## TO DO
Copy each entry verbatim, excluding its images.

## RECORDED DATA

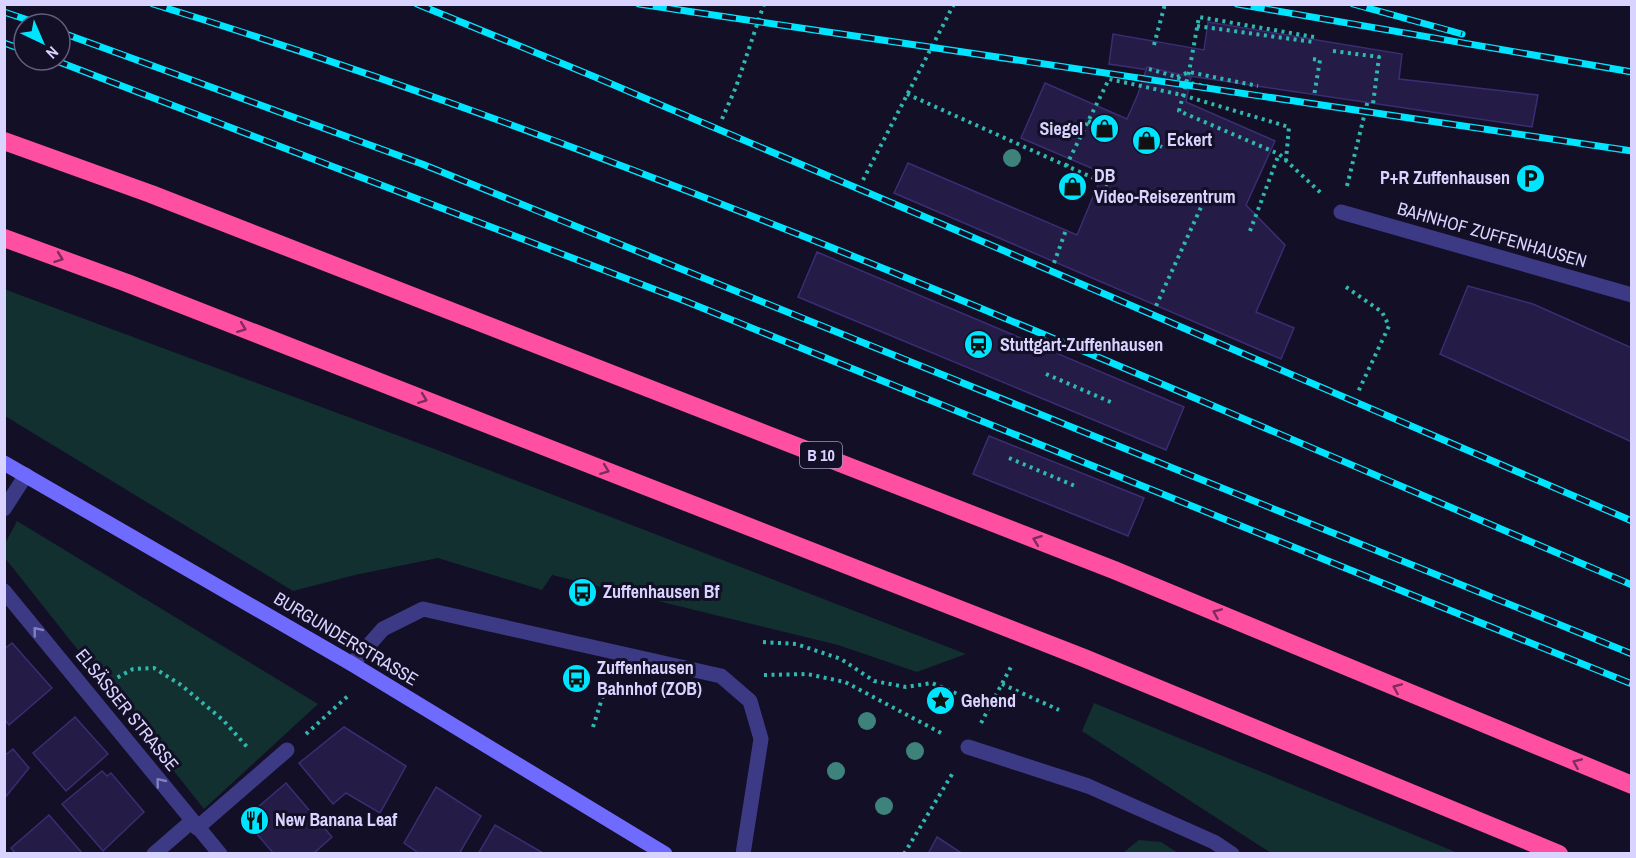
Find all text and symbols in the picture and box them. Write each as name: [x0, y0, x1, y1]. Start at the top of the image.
north arrow: [12, 12, 72, 72]
text: N: [41, 42, 63, 64]
shop icon: Siegel: [1088, 113, 1120, 145]
place label: Siegel: [1040, 116, 1083, 141]
shop icon: Eckert: [1130, 124, 1162, 156]
place label: Eckert: [1167, 127, 1212, 152]
parking icon: P+R Zuffenhausen: [1515, 162, 1547, 194]
place label: DB Video-Reisezentrum: [1094, 163, 1236, 209]
place label: P+R Zuffenhausen: [1380, 165, 1510, 190]
shop icon: DB Video-Reisezentrum: [1057, 170, 1089, 202]
street label: BAHNHOF ZUFFENHAUSEN: [1394, 195, 1590, 274]
one-way arrow: [54, 251, 64, 264]
one-way arrow: [235, 321, 246, 333]
station icon: Stuttgart-Zuffenhausen: [963, 329, 995, 361]
place label: Stuttgart-Zuffenhausen: [1000, 332, 1163, 357]
one-way arrow: [417, 392, 428, 404]
road number: B 10: [800, 442, 842, 468]
one-way arrow: [599, 463, 610, 475]
one-way arrow: [1032, 534, 1043, 547]
bus stop icon: Zuffenhausen Bf: [566, 576, 598, 608]
place label: Zuffenhausen Bf: [603, 579, 720, 604]
street label: BURGUNDERSTRASSE: [270, 586, 423, 692]
one-way arrow: [1213, 608, 1224, 620]
one-way arrow: [33, 627, 44, 638]
street label: ELSÄSSER STRASSE: [70, 643, 185, 776]
place label: Zuffenhausen Bahnhof (ZOB): [597, 655, 702, 701]
bus stop icon: Zuffenhausen Bahnhof (ZOB): [560, 662, 592, 694]
one-way arrow: [1393, 683, 1404, 695]
place icon: Gehend: [924, 685, 956, 717]
place label: Gehend: [961, 688, 1016, 713]
one-way arrow: [1573, 758, 1584, 770]
one-way arrow: [156, 778, 167, 789]
restaurant icon: New Banana Leaf: [238, 804, 270, 836]
place label: New Banana Leaf: [275, 807, 397, 832]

## TASK SOLUTION
Find all text and symbols in the picture and box them. Write each as name: [x0, y0, x1, y1]. Start at the top of the image.
north arrow: [12, 12, 72, 72]
text: N: [41, 42, 63, 64]
shop icon: Siegel: [1088, 113, 1120, 145]
place label: Siegel: [1040, 116, 1083, 141]
shop icon: Eckert: [1130, 124, 1162, 156]
place label: Eckert: [1167, 127, 1212, 152]
parking icon: P+R Zuffenhausen: [1515, 162, 1547, 194]
place label: DB Video-Reisezentrum: [1094, 163, 1236, 209]
place label: P+R Zuffenhausen: [1380, 165, 1510, 190]
shop icon: DB Video-Reisezentrum: [1057, 170, 1089, 202]
street label: BAHNHOF ZUFFENHAUSEN: [1394, 195, 1590, 274]
one-way arrow: [54, 251, 64, 264]
one-way arrow: [235, 321, 246, 333]
station icon: Stuttgart-Zuffenhausen: [963, 329, 995, 361]
place label: Stuttgart-Zuffenhausen: [1000, 332, 1163, 357]
one-way arrow: [417, 392, 428, 404]
road number: B 10: [800, 442, 842, 468]
one-way arrow: [599, 463, 610, 475]
one-way arrow: [1032, 534, 1043, 547]
bus stop icon: Zuffenhausen Bf: [566, 576, 598, 608]
place label: Zuffenhausen Bf: [603, 579, 720, 604]
street label: BURGUNDERSTRASSE: [270, 586, 423, 692]
one-way arrow: [1213, 608, 1224, 620]
one-way arrow: [33, 627, 44, 638]
street label: ELSÄSSER STRASSE: [70, 643, 185, 776]
place label: Zuffenhausen Bahnhof (ZOB): [597, 655, 702, 701]
bus stop icon: Zuffenhausen Bahnhof (ZOB): [560, 662, 592, 694]
one-way arrow: [1393, 683, 1404, 695]
place icon: Gehend: [924, 685, 956, 717]
place label: Gehend: [961, 688, 1016, 713]
one-way arrow: [1573, 758, 1584, 770]
one-way arrow: [156, 778, 167, 789]
restaurant icon: New Banana Leaf: [238, 804, 270, 836]
place label: New Banana Leaf: [275, 807, 397, 832]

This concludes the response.